Its latest mission is defending itself in a workplace lawsuit filed by a former computer specialist who claims he was demoted — and then let go — for promoting his views on intelligent design, the belief that a higher power must have had a hand in creation because life is too complex to have developed through evolution alone.
David Coppedge, who worked as a "team lead" on the Cassini mission exploring Saturn and its many moons, alleges that he was discriminated against because he engaged his co-workers in conversations about intelligent design and handed out DVDs on the idea while at work. Coppedge lost his team lead title in 2009 and was let go last year after 15 years on the mission.
Opening statements are expected to begin Monday in Los Angeles Superior Court after two years of legal wrangling in a case that has generated interest among supporters of intelligent design. The Alliance Defence Fund, a Christian civil rights group, and the Discovery Institute, a proponent of intelligent design, are both supporting Coppedge's case.

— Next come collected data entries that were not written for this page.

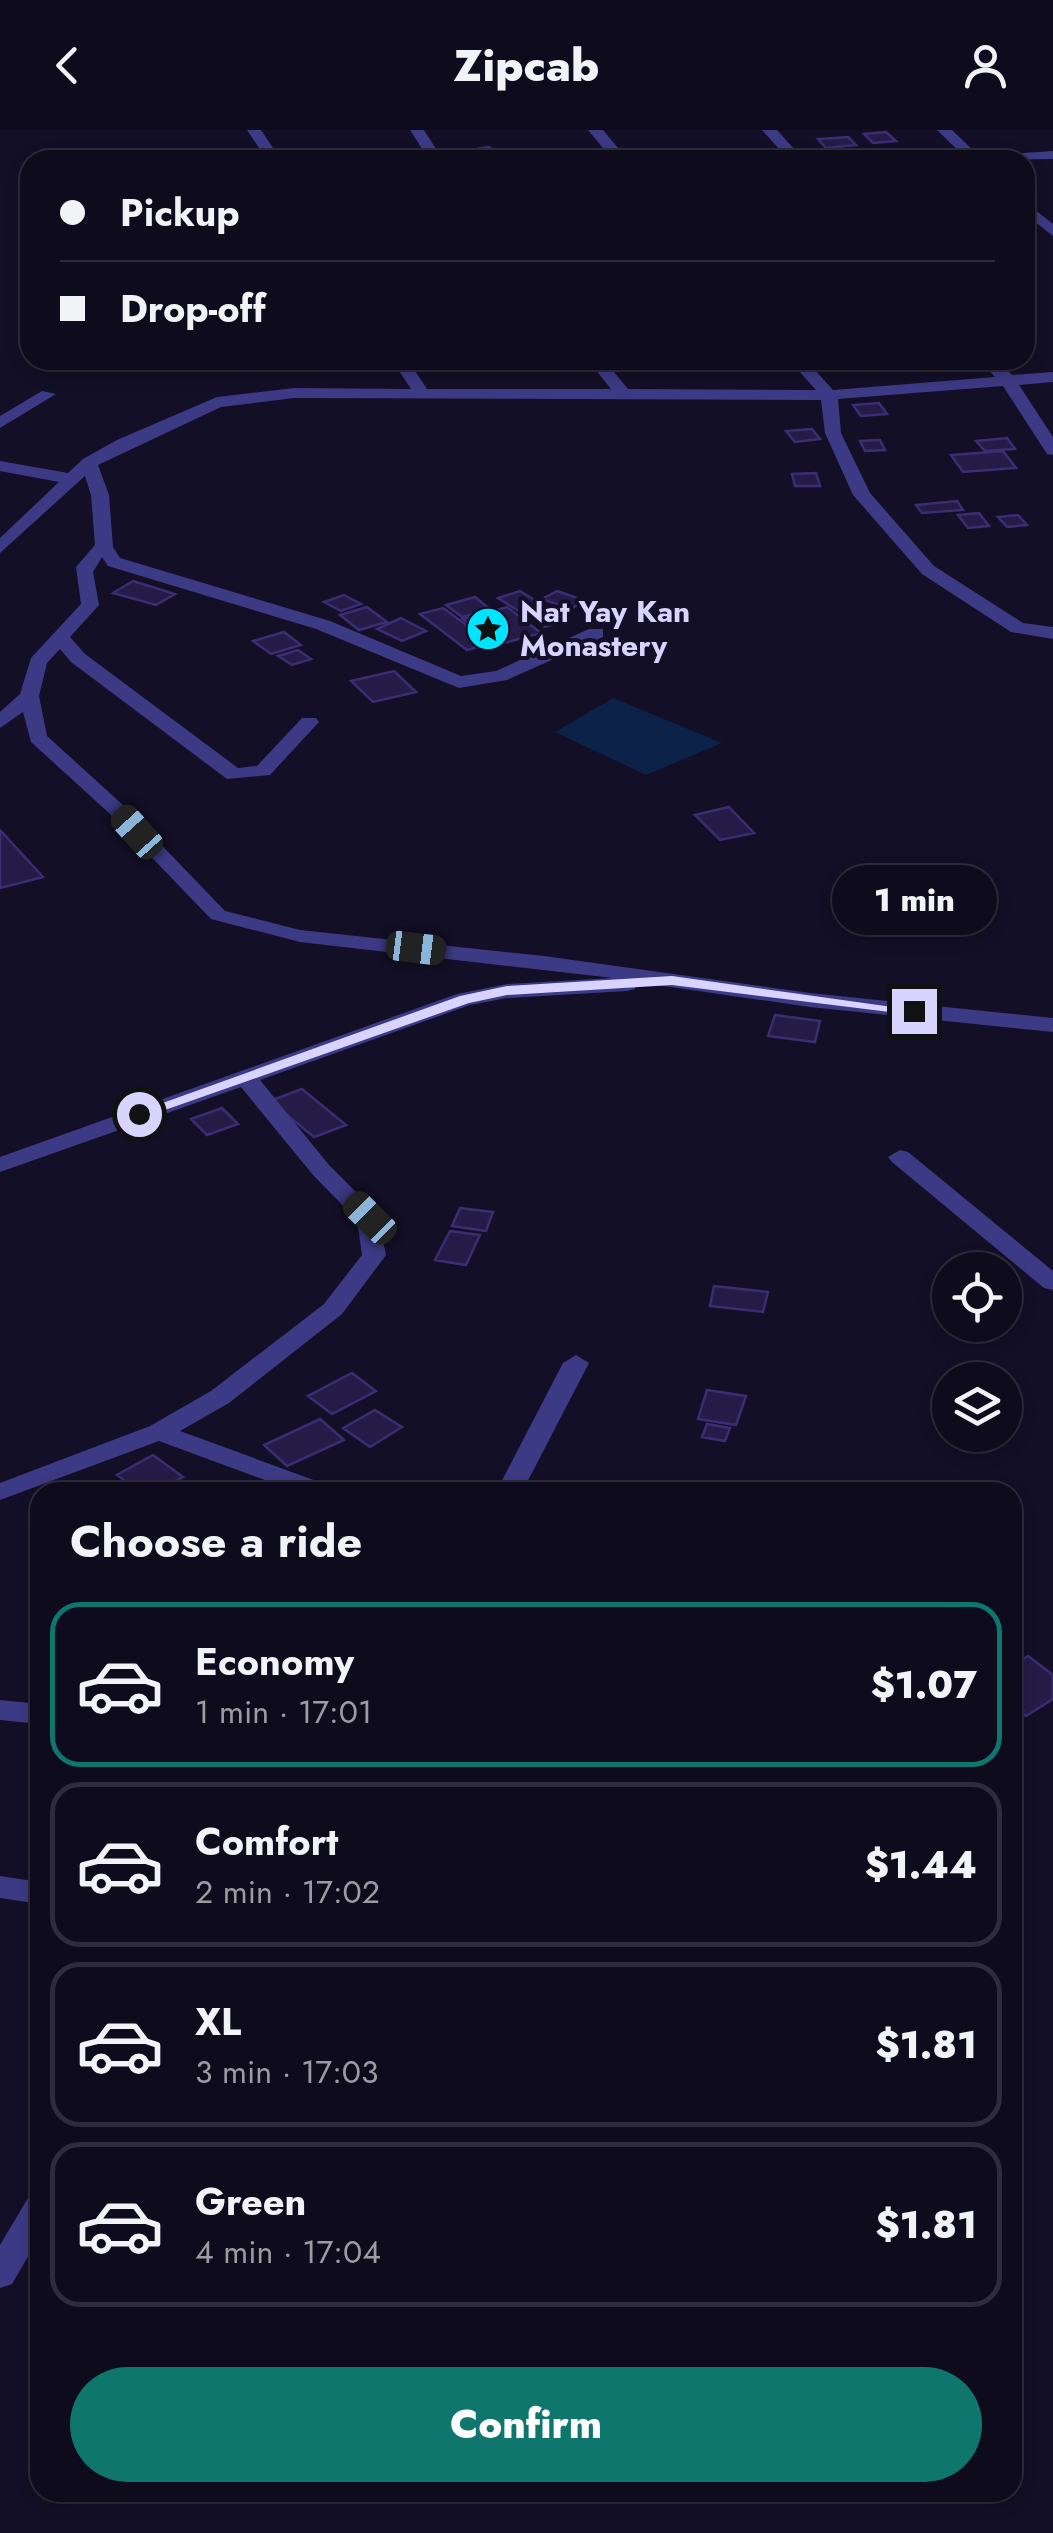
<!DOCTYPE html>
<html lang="en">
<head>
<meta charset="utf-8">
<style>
  body { margin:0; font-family:Jost,sans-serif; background:#171425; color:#f1f3f6; height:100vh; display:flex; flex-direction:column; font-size:38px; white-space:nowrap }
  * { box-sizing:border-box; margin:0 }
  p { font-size:32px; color:#9b9ba3 }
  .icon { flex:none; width:55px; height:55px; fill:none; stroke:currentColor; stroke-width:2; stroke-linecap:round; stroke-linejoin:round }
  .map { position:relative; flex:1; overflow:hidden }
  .side { position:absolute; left:30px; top:1352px; width:992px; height:1020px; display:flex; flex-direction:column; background:#0e0b1c; border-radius:30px; box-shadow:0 5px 15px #0003,0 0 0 2px #2e2b3b }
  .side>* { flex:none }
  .hud { position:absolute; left:20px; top:20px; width:1015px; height:220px; border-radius:30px; box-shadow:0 5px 15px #0003,0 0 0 2px #2e2b3b; display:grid; align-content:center; height:220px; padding:0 40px; background:#0e0b1c }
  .fabs { position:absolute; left:932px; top:1122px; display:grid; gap:20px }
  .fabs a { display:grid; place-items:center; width:90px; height:90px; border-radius:50%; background:#0e0b1c; box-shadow:0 5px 15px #0003,0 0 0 2px #2e2b3b; font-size:50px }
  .end { position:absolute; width:45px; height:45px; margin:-22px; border:12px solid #d9d4ff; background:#111; box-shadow:0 0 0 5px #111 }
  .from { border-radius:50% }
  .bubble { position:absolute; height:70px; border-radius:35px; background:#0e0b1c; box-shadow:0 5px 15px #0003,0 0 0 2px #2e2b3b; font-size:32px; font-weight:800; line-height:70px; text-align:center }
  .car { position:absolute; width:30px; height:60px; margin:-30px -15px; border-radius:12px; box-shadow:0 0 8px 2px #0007; background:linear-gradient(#222 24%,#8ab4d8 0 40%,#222 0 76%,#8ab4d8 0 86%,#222 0) }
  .hud b { display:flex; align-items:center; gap:35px; height:95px; font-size:38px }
  .hud b+b { border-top:2px solid #2e2b3b }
  .hud i { width:25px; height:25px; background:#f1f3f6 }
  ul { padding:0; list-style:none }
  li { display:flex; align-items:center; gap:30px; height:165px; margin:0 20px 15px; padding:0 20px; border:5px solid #2e2b3b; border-radius:30px }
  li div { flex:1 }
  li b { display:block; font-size:38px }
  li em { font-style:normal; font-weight:800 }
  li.active { border-color:#0f766e }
  li>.icon { width:90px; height:90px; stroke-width:1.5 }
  h2 { padding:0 40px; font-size:45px; line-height:120px }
  .action { display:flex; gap:20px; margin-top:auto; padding:20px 40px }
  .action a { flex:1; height:115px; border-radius:60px; background:#0f766e; color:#fff; font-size:40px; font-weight:800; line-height:115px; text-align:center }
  header { display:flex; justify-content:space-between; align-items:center; height:130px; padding:0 40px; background:#0e0b1c; font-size:45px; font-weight:800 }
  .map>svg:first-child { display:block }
</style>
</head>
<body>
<header><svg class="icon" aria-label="back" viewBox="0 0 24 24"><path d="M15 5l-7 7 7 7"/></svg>Zipcab<svg class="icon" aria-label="person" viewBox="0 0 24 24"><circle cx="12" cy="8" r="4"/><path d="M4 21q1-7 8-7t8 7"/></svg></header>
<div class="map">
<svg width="1053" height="2403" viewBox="0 0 1053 2403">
  <rect width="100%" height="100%" fill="#130f26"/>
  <path fill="#0c2248" d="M613,568l109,45 -76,32 -91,-43z"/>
  <path fill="#241b47" stroke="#3b2d73" stroke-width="2.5" d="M886,2l10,9 -23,2 -9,-9z
    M848,7l8,8 -30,3 -8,-9z
    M489,17l11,8 -24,4 -11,-8z
    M879,273l8,11 -26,2 -8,-11z
    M812,299l8,10 -25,3 -9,-11z
    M1007,308l8,11 -30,2 -9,-10z
    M880,310l5,10 -20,1 -5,-10z
    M1003,321l13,17 -53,4 -12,-17z
    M816,343l4,13h-25l-3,-12z
    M957,371l6,9 -41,3 -6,-8z
    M979,383l10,13 -21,2 -10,-13z
    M1018,385l9,10 -20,2 -9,-10z
    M133,451l42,13 -19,11 -43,-12z
    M520,461l24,15 -22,7 -24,-15z
    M557,461l29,10 -16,8 -28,-10z
    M344,465l17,9 -20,7 -17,-9z
    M475,467l16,13 -29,7 -16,-12z
    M367,477l20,15 -28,8 -19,-15z
    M507,477l34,26 -44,12 -34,-26z
    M551,477l18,14 -25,6 -18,-13z
    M443,478l48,35 -24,7 -47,-36z
    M401,488l25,13 -24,10 -25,-12z
    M284,502l17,13 -30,9 -18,-13z
    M298,520l13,9 -19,6 -14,-9z
    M394,541l22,21 -43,10 -22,-21z
    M729,677l25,26 -34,7 -25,-25z
    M0,700l43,47 -43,11z
    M775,885l45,6 -5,21 -47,-6z
    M302,959l44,36 -32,12 -44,-36z
    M222,978l16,16 -31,11 -16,-16z
    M460,1078l33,4 -7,19 -34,-5z
    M450,1101l30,4 -14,30 -31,-5z
    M714,1156l54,6 -5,20 -53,-6z
    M352,1243l24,18 -44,23 -24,-18z
    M707,1260l39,6 -10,29 -38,-6z
    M375,1280l27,17 -32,20 -27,-19z
    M320,1289l24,21 -57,26 -23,-21z
    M707,1294l23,4 -5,13 -23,-4z
    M153,1325l30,22 -28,15h-15l-23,-17z
    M1028,1526l25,19v24l-27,17 -14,-11v-39z"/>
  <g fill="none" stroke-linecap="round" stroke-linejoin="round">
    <path fill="#3d3a85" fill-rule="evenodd" d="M247,0h14l20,30h-14z
      M410,0h14l19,30h-14z
      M588,0h15l25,30h-15z
      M762,0h15l27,30h-15z
      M937,0h15l27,26 74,-5v8l-85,1z
      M1025,72l28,22v12l-28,-22z
      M392,230h16l19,29h184l-23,-29h16l24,29 188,1 -27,-30h17l27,30 162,-13 -15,-17h17l15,15 41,-3v10l-34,3 34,52v18l-6,-1 -44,-68 -165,13 3,34 29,60 64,73 89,57 30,4v12l-42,-7 -89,-58 -69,-79 -28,-62 -4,-33 -527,-2 -73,9 -123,58 11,30 4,52 7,11 210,63 131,55 35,-5 93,-42h14v8l-96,43 -48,8 -143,-59 -208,-63 -6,-9 -9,15 6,33 -29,32 15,17 153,114 19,-2 45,-48h14l3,4 -49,53 -43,4 -156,-117 -11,-13 -13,14 -8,33 8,40 76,69 102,106 75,19 244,26 266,37 243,25v14l-243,-25 -174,-25 -1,7 -8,2 -120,7 -37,7 -210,75 69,85 48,48 9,42 -44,59 -113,89 -49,28 150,55 4,6h-37l-138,-51 -159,59v-17l150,-57 61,-35 113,-87 38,-49 -5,-35 -44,-45 -72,-88 -241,85v-15l457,-163 50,-10 106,-6 -313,-36 -89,-23 -102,-106 -78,-71 -8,-30 -23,16v-16l20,-18 11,-36 50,-54 -5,-37 19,-22 -4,-50 -6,-19 -85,77v-15l59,-56 -59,-11v-10l68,12 15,-14 34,-19 100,-43 77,-9 117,1z
      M42,261l14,3 -56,34v-12z
      M900,1020l8,2 145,119v19l-9,-2 -152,-126 -4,-5z
      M576,1225l13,8 -67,129h-26l67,-129z
      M0,1570l40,4v20l-40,-4z
      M0,1746l40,6v22l-40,-6z
      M40,2064v42l-28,48 -12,4v-43l28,-47z"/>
  </g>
  <path fill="#d9d4ff" d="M672,846l249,35 -7,4 -242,-30 -165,10 -38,8 -324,114 -13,-3 328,-118 47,-10z"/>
  <defs>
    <g id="sight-disc" transform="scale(2.25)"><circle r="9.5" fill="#00e5ff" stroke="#130f26"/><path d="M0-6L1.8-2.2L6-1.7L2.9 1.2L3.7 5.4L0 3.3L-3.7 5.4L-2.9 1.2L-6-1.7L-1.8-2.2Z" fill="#111"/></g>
  </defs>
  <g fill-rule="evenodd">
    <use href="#sight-disc" x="488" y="499"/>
  </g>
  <g text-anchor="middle" stroke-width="8" stroke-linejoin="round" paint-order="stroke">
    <g font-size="30" font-weight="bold" fill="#d9d4ff" stroke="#130f26" text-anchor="start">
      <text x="520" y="492">Nat Yay Kan<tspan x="520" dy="34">Monastery</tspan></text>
    </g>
  </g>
</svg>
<div class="fabs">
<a><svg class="icon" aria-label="locate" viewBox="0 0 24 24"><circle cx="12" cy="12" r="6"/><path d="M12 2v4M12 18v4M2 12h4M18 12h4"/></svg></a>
<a><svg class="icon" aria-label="layers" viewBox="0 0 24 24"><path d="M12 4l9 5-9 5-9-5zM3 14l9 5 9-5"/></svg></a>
</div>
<i class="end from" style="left:139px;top:984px"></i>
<i class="end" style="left:914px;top:881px"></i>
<div class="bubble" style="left:832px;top:735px;width:165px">1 min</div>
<i class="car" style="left:137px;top:702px;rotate:318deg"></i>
<i class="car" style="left:416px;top:818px;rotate:97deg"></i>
<i class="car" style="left:370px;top:1088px;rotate:315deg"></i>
<div class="hud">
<b><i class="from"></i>Pickup</b>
<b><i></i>Drop-off</b>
</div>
<section class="side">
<h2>Choose a ride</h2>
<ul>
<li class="active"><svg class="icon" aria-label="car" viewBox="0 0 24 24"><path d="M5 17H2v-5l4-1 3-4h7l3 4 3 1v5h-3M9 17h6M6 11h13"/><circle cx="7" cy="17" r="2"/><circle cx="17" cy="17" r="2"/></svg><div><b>Economy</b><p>1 min · 17:01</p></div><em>$1.07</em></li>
<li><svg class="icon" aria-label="car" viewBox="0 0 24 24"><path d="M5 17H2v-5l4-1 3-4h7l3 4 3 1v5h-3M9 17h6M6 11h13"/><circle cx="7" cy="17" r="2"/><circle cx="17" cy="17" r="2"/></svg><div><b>Comfort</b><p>2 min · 17:02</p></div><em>$1.44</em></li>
<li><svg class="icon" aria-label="car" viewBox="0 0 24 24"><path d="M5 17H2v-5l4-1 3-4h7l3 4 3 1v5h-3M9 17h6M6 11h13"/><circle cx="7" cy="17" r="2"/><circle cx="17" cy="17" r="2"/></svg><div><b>XL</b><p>3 min · 17:03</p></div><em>$1.81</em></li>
<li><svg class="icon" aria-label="car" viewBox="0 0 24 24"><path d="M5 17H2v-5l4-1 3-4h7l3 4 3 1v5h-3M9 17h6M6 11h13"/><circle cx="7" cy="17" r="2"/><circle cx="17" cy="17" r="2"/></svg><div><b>Green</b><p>4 min · 17:04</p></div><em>$1.81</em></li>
</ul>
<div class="action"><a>Confirm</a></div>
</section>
</div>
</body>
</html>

"It's part of a pattern. There is basically a war on anyone who dissents from Darwin and we've seen that for several years," said John West, associate director of the Centre for Science and Culture at the Seattle-based Discovery Institute. "This is free speech, freedom of conscience 101."
The National Centre for Science Education, which rejects intelligent design as thinly veiled creationism, is also watching the case and has posted all the legal filings on its website.
"It would be unfortunate if the court took what seems to be a fairly straightforward employment law case and allowed it to become this tangled mess of trying to adjudicate scientific matters," said Josh Rosenau, NCSE's programs and policy director. "It looks like a pretty straightforward case. The mission that he was working on was winding down and he was laid off."
Claims religious discrimination
Coppedge's attorney, William Becker, says his client was singled out by his bosses because they perceived his belief in intelligent design to be religious. Coppedge had a reputation around JPL as an evangelical Christian and other interactions with co-workers led some to label him as a Christian conservative, Becker said.
In the lawsuit, Coppedge says he believes other things also led to his demotion, including his support for a state ballot measure that sought to define marriage as limited to heterosexual couples and his request to rename the annual holiday party a "Christmas party."
"David had this reputation for being a Christian, for being a practising one. He did not go around evangelizing or proselytizing. But if he found out that someone was a Christian he would say, 'Oh that's interesting, what denomination are you?"' Becker said.
"He's not apologizing for who he is. He's an evangelical Christian."
Lab claims co-workers harassed
In an emailed statement, JPL dismissed Coppedge's claims. In court papers, lawyers for the California Institute of Technology, which manages JPL for NASA, said Coppedge received a written warning because his co-workers complained of harassment. They also said Coppedge lost his "team lead" status because of conflicts with others.
Caltech lawyers contend Coppedge was one of two Cassini technicians and among 246 JPL employees let go last year due to planned budget cuts.
While the case has attracted interest because of the controversial nature of intelligent design, it is at its heart a straightforward discrimination case, said Eugene Volokh, a professor of First Amendment law at the University of California, Los Angeles School of Law.
"The question is whether the plaintiff was fired simply because he was wasting people's time and bothering them in ways that would have led him to being fired regardless of whether it was about religion or whether he was treated worse based on the religiosity of his beliefs," said Volokh. "If he can show that, then he's got a good case."
Coppedge, who began working for JPL as a contractor in 1996 and was hired in 2003, is active in the intelligent design sphere and runs a website that interprets scientific discoveries through the lens of intelligent design. His father authored an anti-evolution book and founded a Christian outreach group.
He is also a board member for Illustra Media, a company that produces video documentaries examining the scientific evidence for intelligent design. The company produces the videos that Coppedge was handing out to co-workers, said Becker, his attorney.
His main duties at JPL were to maintain computer networks and troubleshoot technical problems for the mission. In 2000, he was named "team lead," serving as a liaison between technicians and managers for nearly a decade before being demoted in 2009.
He sued in April 2010 alleging religious discrimination, retaliation and harassment and amended his suit to include wrongful termination after losing his job last year.
Coppedge is seeking attorney's fees and costs, damages for wrongful termination and a statement from the judge that his rights were violated, said Becker.